Hi! My name is Janessa from @glutenfree_in_brisbane.
My Gluten Free journey began about 2 years ago after working with a naturopath, as I was suffering from reocurring illnesses that were severly affecting my quality of life. I was tired all the time and coming down with infections and viruses
One of the hardest things I found transitioning to a gluten free diet was finding a breakfast cereal that both tasted great and was nutritionally rich. I tried all of the GF mueslis on the supermarket shelves and just couldn’t find anything that I enjoyed. Most were bland or full of sugar and processed ingredients.
It was about 6 months ago that I discovered a few recipes for homemade granola and thought that I would give it a go. Since then, I have been making a batch of granola every weekend.
The wonderful thing about making your own from scratch is you get complete control of what goes into it, don’t have almonds in your cupboard but plenty of pecans? No problem! Feel like adding agave nectar one week and honey the next? Sure!

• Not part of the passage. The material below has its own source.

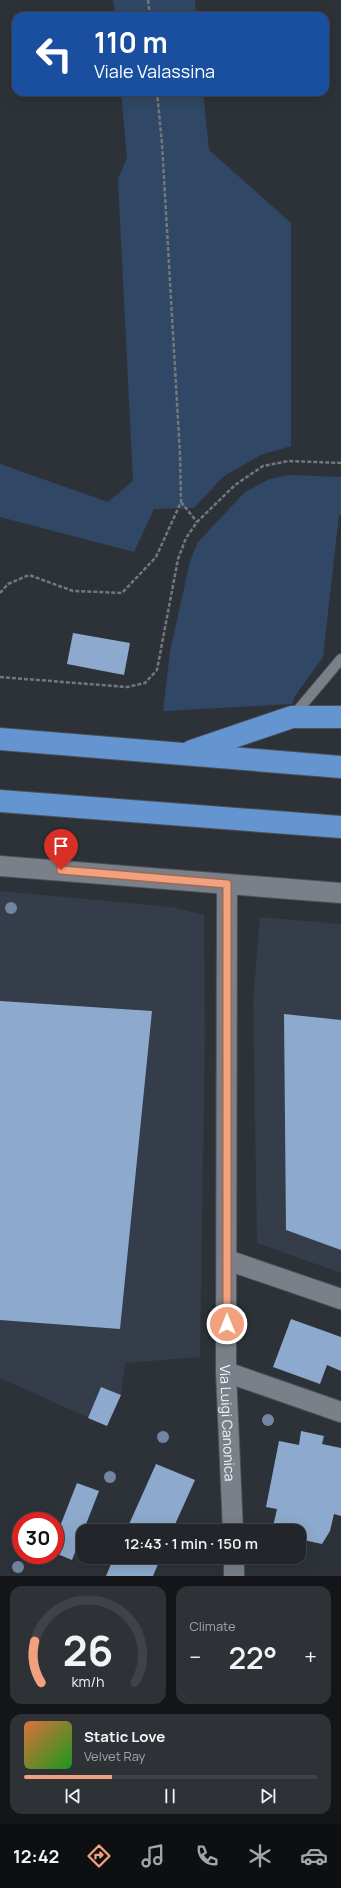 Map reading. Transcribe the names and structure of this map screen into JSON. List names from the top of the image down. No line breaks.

I guarantee once you go homemade, you will never go back to store bought.
Here is my recipe for a great gluten free granola.
Almond & Blueberry granola –
1 1/2 cups of whole raw almonds
1 cup shredded coconut
1/2 cup pepitas
1/2 cup puffed buckwheat
1/2 cup puffed quinoa
1/4 cup dried blueberries
2 tbsp maple syrup
1 tbsp almond butter
1/4 cup coconut oil
Preheat oven to 175°c and line a baking tray with parchment paper.
In a food processor blitz 1 cup of almonds and 1 cup of coconut until they reach a crumb like consistancy. Pour into a large bowl and add pepitas, puffed buckwheat, puffed quinoa and the remaining 1/2 cup of almonds.
In a small saucepan, add maple syrup, almond butter and coconut butter and stir over low heat until all ingredients are combined. Allow to cool slightly then add to dry ingredients. Still until all dry ingredients are coated with the liquid.
Pour the mixture onto the prepared baking tray and spread until it is an even layer. Put into the oven on the middle shelf and cook for 10 minutes. After 10 minutes scrape the edges which have started to brown into the centre of the mix and return for a further 5 minutes. Check again and keep scraping and returning for 1-2 minute intervals until ingredients brown. (You may need to turn the tray at this point if it is cooking uneavenly.)
Once cooked remove from the oven to cool and crisp up. Once cooled put the granola into a bowl and add the dried blueberries. Stir to combine then pop into an airtight container.
I recommend storing the granola in the fridge as it keeps it nice and fresh. It will keep for approx 2 weeks (if it lasts that long!)
Enjoy your granola with milk, sprinkled over yoghurt with fresh fruit or as a snack by the hand full!